Opening event: Saturday 16 June 2pm – 5pm
WORDS, PLANETS is the first solo exhibition of Laida Lertxundi’s work in the UK, presented across two venues in London (LUX) and Glasgow (Tramway) simultaneously. Lertxundi was born in Bilbao, Spain, and makes 16mm films primarily in and around Los Angeles, where she has lived and worked for more than a decade. Her work is intrinsically and inextricably connected to the California landscape and psyche. Beautiful and enigmatic, her 16mm films bring together ideas from conceptual art and structural film with a radical, embodied, feminist perspective. “Lertxundi’s films leave one shaken by a delicate power of form and feeling that is all the more forceful given their brevity, always under 15 minutes.” (Erika Balsom)
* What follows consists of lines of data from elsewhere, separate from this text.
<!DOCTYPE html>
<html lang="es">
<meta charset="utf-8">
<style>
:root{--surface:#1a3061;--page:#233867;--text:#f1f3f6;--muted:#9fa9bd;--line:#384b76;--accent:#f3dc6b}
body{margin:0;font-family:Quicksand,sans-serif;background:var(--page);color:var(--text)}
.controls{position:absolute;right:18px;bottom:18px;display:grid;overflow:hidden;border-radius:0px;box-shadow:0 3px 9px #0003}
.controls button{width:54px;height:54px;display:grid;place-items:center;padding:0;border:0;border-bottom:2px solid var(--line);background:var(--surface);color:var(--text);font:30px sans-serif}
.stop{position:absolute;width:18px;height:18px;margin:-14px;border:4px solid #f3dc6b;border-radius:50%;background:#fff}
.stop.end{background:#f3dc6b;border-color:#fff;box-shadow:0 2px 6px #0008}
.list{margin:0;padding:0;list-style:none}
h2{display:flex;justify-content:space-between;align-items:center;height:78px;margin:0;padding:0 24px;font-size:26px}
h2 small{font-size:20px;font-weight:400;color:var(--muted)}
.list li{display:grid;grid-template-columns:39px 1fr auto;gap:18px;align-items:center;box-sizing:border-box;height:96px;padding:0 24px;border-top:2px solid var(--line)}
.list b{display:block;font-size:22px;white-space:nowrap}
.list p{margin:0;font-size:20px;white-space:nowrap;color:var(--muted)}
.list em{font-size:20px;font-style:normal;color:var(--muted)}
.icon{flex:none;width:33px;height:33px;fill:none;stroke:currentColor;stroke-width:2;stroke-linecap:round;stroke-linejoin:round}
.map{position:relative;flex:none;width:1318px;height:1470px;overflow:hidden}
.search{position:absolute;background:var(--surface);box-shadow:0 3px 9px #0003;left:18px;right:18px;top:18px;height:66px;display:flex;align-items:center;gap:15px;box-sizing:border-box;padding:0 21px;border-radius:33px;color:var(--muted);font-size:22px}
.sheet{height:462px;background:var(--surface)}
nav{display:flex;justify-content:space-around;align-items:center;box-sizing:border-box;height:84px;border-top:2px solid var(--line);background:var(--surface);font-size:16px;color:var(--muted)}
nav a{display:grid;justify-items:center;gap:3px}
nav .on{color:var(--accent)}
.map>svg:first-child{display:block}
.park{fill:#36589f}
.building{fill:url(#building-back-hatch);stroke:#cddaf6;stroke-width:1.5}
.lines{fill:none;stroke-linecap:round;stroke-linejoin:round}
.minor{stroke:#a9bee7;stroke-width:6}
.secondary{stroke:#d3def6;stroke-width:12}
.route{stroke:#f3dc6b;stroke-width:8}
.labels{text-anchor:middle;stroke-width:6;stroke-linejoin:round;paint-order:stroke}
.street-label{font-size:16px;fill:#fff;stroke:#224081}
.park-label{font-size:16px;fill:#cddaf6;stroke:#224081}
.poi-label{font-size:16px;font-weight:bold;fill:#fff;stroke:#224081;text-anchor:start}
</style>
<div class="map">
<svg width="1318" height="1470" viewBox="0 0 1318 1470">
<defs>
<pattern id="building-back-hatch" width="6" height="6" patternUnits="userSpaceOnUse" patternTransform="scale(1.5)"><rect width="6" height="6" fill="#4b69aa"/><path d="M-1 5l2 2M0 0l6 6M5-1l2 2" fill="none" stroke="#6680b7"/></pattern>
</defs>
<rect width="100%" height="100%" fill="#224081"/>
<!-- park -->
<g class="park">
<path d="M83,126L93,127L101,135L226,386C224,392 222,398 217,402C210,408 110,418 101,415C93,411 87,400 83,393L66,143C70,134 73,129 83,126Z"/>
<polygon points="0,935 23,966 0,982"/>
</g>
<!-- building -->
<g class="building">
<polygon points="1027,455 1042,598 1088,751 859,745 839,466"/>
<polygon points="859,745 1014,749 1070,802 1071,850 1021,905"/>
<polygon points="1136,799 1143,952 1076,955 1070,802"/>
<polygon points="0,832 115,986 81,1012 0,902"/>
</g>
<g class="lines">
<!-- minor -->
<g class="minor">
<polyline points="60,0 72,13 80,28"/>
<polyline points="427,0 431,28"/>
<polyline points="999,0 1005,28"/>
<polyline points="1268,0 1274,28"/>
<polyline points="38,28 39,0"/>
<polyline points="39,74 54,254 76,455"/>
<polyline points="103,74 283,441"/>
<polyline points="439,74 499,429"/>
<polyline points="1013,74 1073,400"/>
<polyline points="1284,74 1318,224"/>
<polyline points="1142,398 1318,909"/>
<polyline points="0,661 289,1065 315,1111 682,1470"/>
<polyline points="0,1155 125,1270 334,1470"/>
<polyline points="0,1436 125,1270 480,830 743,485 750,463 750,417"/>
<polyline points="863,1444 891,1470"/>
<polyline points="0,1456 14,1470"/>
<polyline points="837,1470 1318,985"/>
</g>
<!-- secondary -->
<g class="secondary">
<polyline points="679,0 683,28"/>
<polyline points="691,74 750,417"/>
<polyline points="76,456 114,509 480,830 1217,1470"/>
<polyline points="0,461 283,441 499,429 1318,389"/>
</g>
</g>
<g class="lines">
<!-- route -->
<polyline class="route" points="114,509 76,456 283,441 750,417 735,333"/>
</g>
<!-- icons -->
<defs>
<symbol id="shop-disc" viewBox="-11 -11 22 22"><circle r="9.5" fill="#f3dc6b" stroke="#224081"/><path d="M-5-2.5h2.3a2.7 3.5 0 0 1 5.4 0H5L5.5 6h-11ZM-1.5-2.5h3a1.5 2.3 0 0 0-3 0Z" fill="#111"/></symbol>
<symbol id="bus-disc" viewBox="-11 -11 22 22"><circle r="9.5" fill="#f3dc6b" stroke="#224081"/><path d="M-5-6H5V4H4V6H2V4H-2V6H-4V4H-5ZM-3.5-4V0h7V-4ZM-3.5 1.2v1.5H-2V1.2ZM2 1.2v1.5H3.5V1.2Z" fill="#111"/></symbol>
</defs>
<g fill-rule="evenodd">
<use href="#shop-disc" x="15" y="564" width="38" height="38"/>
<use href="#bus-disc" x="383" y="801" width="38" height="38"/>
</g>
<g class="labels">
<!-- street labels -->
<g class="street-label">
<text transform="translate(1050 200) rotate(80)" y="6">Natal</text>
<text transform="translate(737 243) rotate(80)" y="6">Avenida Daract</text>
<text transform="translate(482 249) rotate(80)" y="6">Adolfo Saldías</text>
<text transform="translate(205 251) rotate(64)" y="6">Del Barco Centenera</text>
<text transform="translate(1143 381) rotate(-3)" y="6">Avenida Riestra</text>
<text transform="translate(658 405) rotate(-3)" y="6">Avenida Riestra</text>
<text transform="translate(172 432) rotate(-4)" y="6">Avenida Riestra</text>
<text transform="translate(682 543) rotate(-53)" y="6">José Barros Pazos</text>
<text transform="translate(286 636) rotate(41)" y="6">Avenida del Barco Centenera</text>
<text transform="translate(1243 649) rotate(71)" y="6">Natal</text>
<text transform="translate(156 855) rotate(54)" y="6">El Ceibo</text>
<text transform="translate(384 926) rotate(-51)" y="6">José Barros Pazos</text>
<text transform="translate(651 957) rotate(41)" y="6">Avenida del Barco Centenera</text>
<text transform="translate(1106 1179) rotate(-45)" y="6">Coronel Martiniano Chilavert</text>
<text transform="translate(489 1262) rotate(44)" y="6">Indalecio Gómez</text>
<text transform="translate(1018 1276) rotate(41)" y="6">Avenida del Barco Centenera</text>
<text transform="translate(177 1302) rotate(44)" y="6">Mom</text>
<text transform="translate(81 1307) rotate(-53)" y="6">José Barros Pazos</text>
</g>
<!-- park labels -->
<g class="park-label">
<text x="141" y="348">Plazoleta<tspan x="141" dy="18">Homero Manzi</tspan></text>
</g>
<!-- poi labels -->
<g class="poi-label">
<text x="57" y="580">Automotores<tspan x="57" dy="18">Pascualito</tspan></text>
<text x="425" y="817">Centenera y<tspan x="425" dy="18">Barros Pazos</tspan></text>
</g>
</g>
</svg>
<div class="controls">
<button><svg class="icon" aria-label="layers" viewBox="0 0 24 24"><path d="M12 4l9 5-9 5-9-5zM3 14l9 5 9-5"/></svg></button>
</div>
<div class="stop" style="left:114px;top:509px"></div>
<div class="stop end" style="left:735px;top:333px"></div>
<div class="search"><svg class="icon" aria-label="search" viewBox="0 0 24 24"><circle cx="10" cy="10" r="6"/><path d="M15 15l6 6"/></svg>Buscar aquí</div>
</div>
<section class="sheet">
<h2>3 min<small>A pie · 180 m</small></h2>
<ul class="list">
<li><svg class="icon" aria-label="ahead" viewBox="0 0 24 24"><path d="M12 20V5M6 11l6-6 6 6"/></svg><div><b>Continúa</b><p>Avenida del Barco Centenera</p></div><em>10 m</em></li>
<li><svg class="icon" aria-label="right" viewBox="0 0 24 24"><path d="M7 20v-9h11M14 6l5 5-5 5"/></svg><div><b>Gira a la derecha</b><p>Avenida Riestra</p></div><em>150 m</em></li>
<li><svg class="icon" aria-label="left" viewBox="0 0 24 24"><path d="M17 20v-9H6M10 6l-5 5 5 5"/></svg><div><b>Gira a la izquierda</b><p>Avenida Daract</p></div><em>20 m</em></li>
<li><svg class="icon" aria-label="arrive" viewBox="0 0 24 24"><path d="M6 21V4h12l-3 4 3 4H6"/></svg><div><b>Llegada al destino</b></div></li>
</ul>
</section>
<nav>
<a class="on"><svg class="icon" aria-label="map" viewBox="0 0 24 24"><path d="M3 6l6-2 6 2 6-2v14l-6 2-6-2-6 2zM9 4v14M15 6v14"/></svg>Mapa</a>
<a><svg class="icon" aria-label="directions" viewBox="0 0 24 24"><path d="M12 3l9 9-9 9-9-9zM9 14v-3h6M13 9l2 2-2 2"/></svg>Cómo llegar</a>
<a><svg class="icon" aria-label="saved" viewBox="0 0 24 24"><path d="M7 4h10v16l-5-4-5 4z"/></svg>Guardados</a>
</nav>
The exhibition features the European premiere of a new film installation, WORDS, PLANETS. The work forms part of a larger project called ‘Landscape Plus’, an 11-part series of films and installations, which each deal with a particular geography and subject of study. Each section of ‘Landscape Plus’ is conceived as a structural exercise, lived experience or memoir, which together form an embodied series of experiments that link a formalist film practice to intricate literary forms from Spain and Latin America.
Raul Ruiz’s On Top of the Whale (Het dak van de walvis, 1982) is shown on a monitor in the LUX library, where a copy of Ruiz’s Poetics of Cinema can also be consulted.
Shot in Holland in roughly a week without a script, On Top of the Whale is as much a delirious visually stunning satire of imperialism and the social sciences as it is a reflection on Ruiz’s personal exile from his native Chile.
WORDS, PLANETS is presented by LUX Scotland at Tramway, Glasgow (21 June (PV) – 2 July 2018)
2018, multi-channel installation, 11 min, colour, sound
This film applies the six principles for composition delineated in ‘Opinions on Painting by the Monk of the Green Pumpkin’, written by the eighteenth-century Chinese painter Shih-T’ao as referenced in Raúl Ruíz’s essay ‘For a Shamanic Cinema’ (for example, ‘draw attention to a scene emerging from a static background’ or ‘add scattered dynamism to immobility’). The film is composed of scenes with non-actors, and texts by R.D.Laing and Lucy Lippard.
Filmed and recorded in Habana, Cuba; Los Angeles; Devil’s Punch Bowl; Ryan Mountain; Jurupa Hills, Pasadena and Idyllwild, California.
This exhibition was made possible with generous support from CGP London, with thanks to Valeria Sarmiento, George Clark, and Beatrice Gibson.